The task: Where the records appear below, transcribe them exactly, leaving none out.

Raw data:
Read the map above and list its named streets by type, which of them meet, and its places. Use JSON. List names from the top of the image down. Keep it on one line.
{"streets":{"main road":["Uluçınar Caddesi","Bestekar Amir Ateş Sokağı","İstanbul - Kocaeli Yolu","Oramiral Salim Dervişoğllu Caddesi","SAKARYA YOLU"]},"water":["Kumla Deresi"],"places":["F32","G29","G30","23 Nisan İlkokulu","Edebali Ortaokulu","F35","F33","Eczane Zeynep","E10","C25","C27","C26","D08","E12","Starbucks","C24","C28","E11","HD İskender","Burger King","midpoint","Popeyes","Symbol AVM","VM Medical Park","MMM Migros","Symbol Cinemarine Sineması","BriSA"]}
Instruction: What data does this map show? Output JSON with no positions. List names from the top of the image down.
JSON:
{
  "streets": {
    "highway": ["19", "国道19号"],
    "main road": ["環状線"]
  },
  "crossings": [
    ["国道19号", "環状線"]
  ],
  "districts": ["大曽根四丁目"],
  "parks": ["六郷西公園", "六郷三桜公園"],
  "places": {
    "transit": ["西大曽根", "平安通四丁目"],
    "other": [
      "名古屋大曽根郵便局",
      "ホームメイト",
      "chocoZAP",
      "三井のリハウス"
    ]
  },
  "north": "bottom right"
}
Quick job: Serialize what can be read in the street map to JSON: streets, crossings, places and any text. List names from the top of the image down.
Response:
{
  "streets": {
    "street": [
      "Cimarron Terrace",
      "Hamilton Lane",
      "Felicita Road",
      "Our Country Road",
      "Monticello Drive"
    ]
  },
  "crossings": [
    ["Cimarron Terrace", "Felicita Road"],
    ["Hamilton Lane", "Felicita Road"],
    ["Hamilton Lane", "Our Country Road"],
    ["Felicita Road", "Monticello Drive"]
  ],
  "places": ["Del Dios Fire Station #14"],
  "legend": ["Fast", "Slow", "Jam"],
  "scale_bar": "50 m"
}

Answer to the problem:
Read the map above and list its named streets by type, which of them meet, and its places. Use JSON. List names from the top of the image down. Keep it on one line.
{"streets":{"main road":["Uluçınar Caddesi","Bestekar Amir Ateş Sokağı","İstanbul - Kocaeli Yolu","Oramiral Salim Dervişoğllu Caddesi","SAKARYA YOLU"]},"water":["Kumla Deresi"],"places":["F32","G29","G30","23 Nisan İlkokulu","Edebali Ortaokulu","F35","F33","Eczane Zeynep","E10","C25","C27","C26","D08","E12","Starbucks","C24","C28","E11","HD İskender","Burger King","midpoint","Popeyes","Symbol AVM","VM Medical Park","MMM Migros","Symbol Cinemarine Sineması","BriSA"]}
Instruction: What data does this map show? Output JSON with no positions. List names from the top of the image down.
JSON:
{
  "streets": {
    "highway": ["19", "国道19号"],
    "main road": ["環状線"]
  },
  "crossings": [
    ["国道19号", "環状線"]
  ],
  "districts": ["大曽根四丁目"],
  "parks": ["六郷西公園", "六郷三桜公園"],
  "places": {
    "transit": ["西大曽根", "平安通四丁目"],
    "other": [
      "名古屋大曽根郵便局",
      "ホームメイト",
      "chocoZAP",
      "三井のリハウス"
    ]
  },
  "north": "bottom right"
}
Quick job: Serialize what can be read in the street map to JSON: streets, crossings, places and any text. List names from the top of the image down.
Response:
{
  "streets": {
    "street": [
      "Cimarron Terrace",
      "Hamilton Lane",
      "Felicita Road",
      "Our Country Road",
      "Monticello Drive"
    ]
  },
  "crossings": [
    ["Cimarron Terrace", "Felicita Road"],
    ["Hamilton Lane", "Felicita Road"],
    ["Hamilton Lane", "Our Country Road"],
    ["Felicita Road", "Monticello Drive"]
  ],
  "places": ["Del Dios Fire Station #14"],
  "legend": ["Fast", "Slow", "Jam"],
  "scale_bar": "50 m"
}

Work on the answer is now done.